→ Stored data:
****************

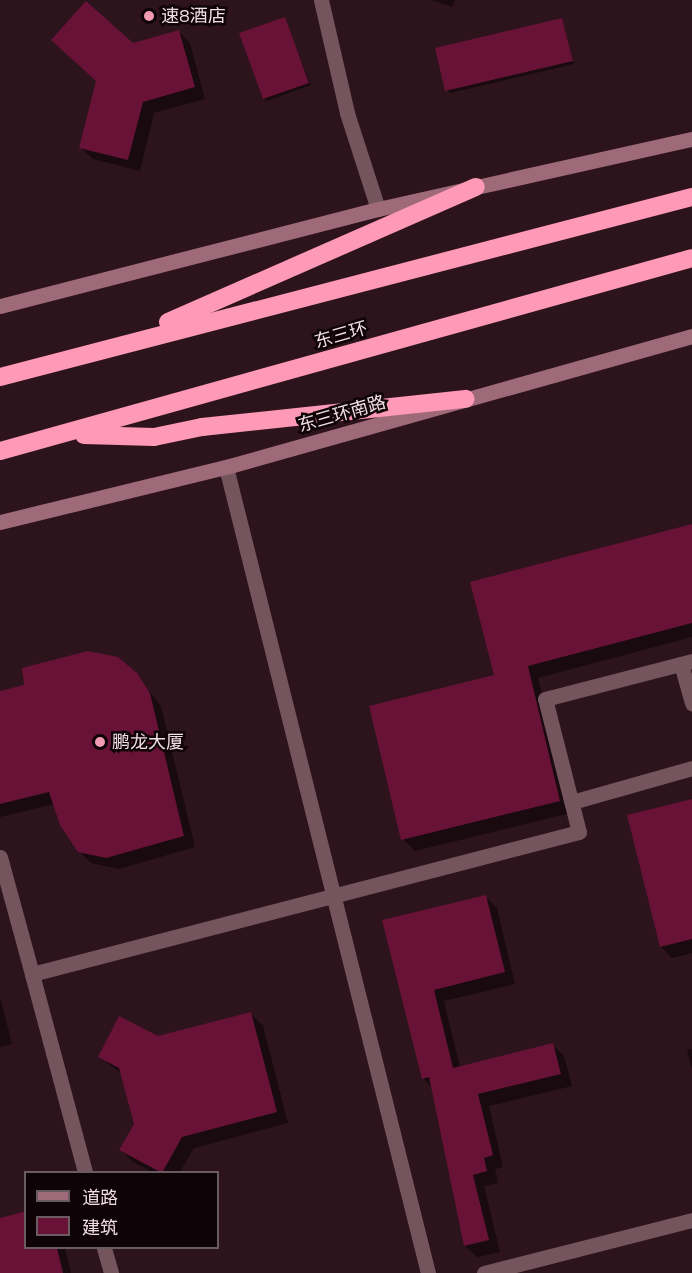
<!DOCTYPE html>
<html>
<head>
<meta charset="utf-8">
<style>
	body { margin:0 }
	#map { position:relative; width:692px; height:1273px; overflow:hidden; background:#2d131b; font-family:Mulish,"Noto Sans SC",sans-serif }
	div>[style] { position:absolute }
	.shadow>* { inset:0; background:#0007 }
	.building>* { inset:0; background:#671236 }
	.street>* { height:15px; margin:-7.5px; padding:0 7.5px; transform-origin:7.5px; border-radius:7.5px; background:#74555e }
	.secondary>* { height:15px; margin:-7.5px; padding:0 7.5px; transform-origin:7.5px; border-radius:7.5px; background:#9e6979 }
	.highway>* { height:18px; margin:-9px; padding:0 9px; transform-origin:9px; border-radius:9px; background:#ff99b8 }
	.dots>* { width:16px; height:16px; translate:-50% -50%; box-sizing:border-box; border:3px solid #0e0407; border-radius:50% }
	span { translate:-50% -50%; white-space:nowrap; text-align:center; line-height:1.15; -webkit-text-stroke:5px #0e0407; paint-order:stroke }
	.poi-label { font-size:18px; color:#f1dee3 }
	.left { translate:0 -50%; text-align:left }
	.street-label { font-size:18px; color:#f1dee3 }
	.legend { position:absolute; left:24px; top:1171px; width:195px; height:78px; box-sizing:border-box; background:#0e0407; border:2px solid #695b5f; margin:0; padding:8px 10px; list-style:none; font-size:18px; color:#f1dee3 }
	.legend li { display:flex; align-items:center; gap:12px; height:30px }
	.legend b { width:30px; border:2px solid #695b5f }
</style>
</head>
<body>
<div id="map">
	<div class="shadow">
		<i style="clip-path:polygon(431px 0,455px 0,452px 7px)"></i>
		<i style="clip-path:polygon(284px 18px,311px 85px,267px 101px,264px 98px)"></i>
		<i style="clip-path:polygon(562px 19px,574px 64px,450px 93px,447px 90px)"></i>
		<i style="clip-path:polygon(178px 31px,190px 43px,205px 99px,154px 113px,140px 171px,93px 159px,81px 148px,132px 44px)"></i>
		<i style="clip-path:polygon(692px 526px,692px 637px,538px 678px,571px 813px,415px 851px,403px 839px,496px 676px)"></i>
		<i style="clip-path:polygon(136px 674px,161px 706px,195px 847px,119px 869px,91px 863px,79px 851px,55px 804px,0 817px,0 693px)"></i>
		<i style="clip-path:polygon(692px 801px,692px 953px,672px 958px,661px 947px)"></i>
		<i style="clip-path:polygon(485px 896px,497px 908px,515px 984px,444px 1001px,460px 1067px,552px 1045px,564px 1056px,572px 1086px,489px 1106px,503px 1167px,495px 1169px,498px 1183px,484px 1186px,500px 1252px,477px 1257px,465px 1246px,432px 1088px,423px 1078px,384px 921px)"></i>
		<i style="clip-path:polygon(0 997px,12px 1044px,0 1047px)"></i>
		<i style="clip-path:polygon(251px 1014px,263px 1026px,288px 1123px,194px 1148px,180px 1172px,152px 1172px,133px 1162px,121px 1150px,135px 1124px,122px 1074px,100px 1057px)"></i>
		<i style="clip-path:polygon(692px 1049px,692px 1069px,687px 1050px)"></i>
		<i style="clip-path:polygon(0 1219px,26px 1248px,65px 1248px,71px 1273px,0 1273px)"></i>
	</div>
	<div class="building">
		<i style="clip-path:polygon(86px 1px,133px 43px,179px 30px,195px 87px,143px 102px,128px 160px,79px 148px,96px 81px,51px 40px)"></i>
		<i style="clip-path:polygon(285px 17px,309px 83px,263px 99px,239px 33px)"></i>
		<i style="clip-path:polygon(562px 18px,573px 61px,445px 91px,435px 48px)"></i>
		<i style="clip-path:polygon(692px 524px,692px 623px,528px 666px,560px 801px,401px 840px,369px 706px,494px 675px,470px 582px)"></i>
		<i style="clip-path:polygon(88px 651px,118px 657px,137px 673px,150px 693px,184px 836px,106px 858px,78px 852px,60px 825px,49px 792px,0 804px,0 691px,24px 685px,22px 668px)"></i>
		<i style="clip-path:polygon(692px 799px,692px 939px,660px 947px,627px 815px)"></i>
		<i style="clip-path:polygon(486px 895px,505px 972px,434px 990px,453px 1068px,553px 1043px,561px 1074px,478px 1094px,493px 1155px,484px 1158px,487px 1171px,473px 1175px,489px 1240px,464px 1246px,429px 1077px,422px 1079px,382px 920px)"></i>
		<i style="clip-path:polygon(251px 1012px,277px 1112px,182px 1137px,162px 1173px,119px 1150px,134px 1124px,119px 1068px,98px 1057px,119px 1016px,158px 1036px)"></i>
		<i style="clip-path:polygon(26px 1211px,26px 1248px,57px 1248px,63px 1273px,0 1273px,0 1218px)"></i>
	</div>
	<div class="street">
		<i style="left:321px;top:0;width:116px;rotate:77deg"></i>
		<i style="left:347px;top:113px;width:101px;rotate:72.1deg"></i>
		<i style="left:226px;top:467px;width:831px;rotate:75.93deg"></i>
		<i style="left:681px;top:664px;width:41px;rotate:74.2deg"></i>
		<i style="left:572px;top:802px;width:125px;rotate:-15.8deg"></i>
		<i style="left:0;top:857px;width:121px;rotate:74.7deg"></i>
		<i style="left:85px;top:1172px;width:205px;rotate:-105deg"></i>
		<i style="left:32px;top:974px;width:565px;rotate:-14.55deg"></i>
		<i style="left:579px;top:832px;width:137px;rotate:-104.3deg"></i>
		<i style="left:545px;top:699px;width:152px;rotate:-14.5deg"></i>
		<i style="left:104px;top:1248px;width:26px;rotate:74deg"></i>
		<i style="left:484px;top:1273px;width:215px;rotate:-14.3deg"></i>
	</div>
	<div class="secondary">
		<i style="left:0;top:306px;width:390px;rotate:-14.4deg"></i>
		<i style="left:378px;top:209px;width:322px;rotate:-12.6deg"></i>
		<i style="left:0;top:522px;width:233px;rotate:-13.7deg"></i>
		<i style="left:226px;top:467px;width:484px;rotate:-15.7deg"></i>
	</div>
	<div class="highway">
		<i style="left:168px;top:322px;width:336px;rotate:-23.7deg"></i>
		<i style="left:0;top:377px;width:715px;rotate:-14.58deg"></i>
		<i style="left:84px;top:435px;width:70px;rotate:1.6deg"></i>
		<i style="left:154px;top:437px;width:49px;rotate:-11.8deg"></i>
		<i style="left:202px;top:427px;width:265px;rotate:-6.1deg"></i>
		<i style="left:0;top:451px;width:718px;rotate:-15.58deg"></i>
	</div>
	<div class="dots">
		<i style="left:149px;top:16px;background:#f19ab3"></i>
		<i style="left:100px;top:742px;background:#f19ab3"></i>
	</div>
	<div class="poi-label">
		<span class="left" style="left:161px;top:16px">速8酒店</span>
		<span class="left" style="left:112px;top:742px">鹏龙大厦</span>
	</div>
	<div class="street-label">
		<span style="left:341px;top:335px;rotate:-16deg">东三环</span>
		<span style="left:342px;top:414px;rotate:-16deg">东三环南路</span>
	</div>
	<ul class="legend">
	<li><b style="height:8px;background:#9e6979"></b>道路</li>
	<li><b style="height:16px;background:#671236"></b>建筑</li>
	</ul>
</div>
</body>
</html>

****************

Using the records above, report each line with the string "origin".

	.street>* { height:15px; margin:-7.5px; padding:0 7.5px; transform-origin:7.5px; border-radius:7.5px; background:#74555e }
	.secondary>* { height:15px; margin:-7.5px; padding:0 7.5px; transform-origin:7.5px; border-radius:7.5px; background:#9e6979 }
	.highway>* { height:18px; margin:-9px; padding:0 9px; transform-origin:9px; border-radius:9px; background:#ff99b8 }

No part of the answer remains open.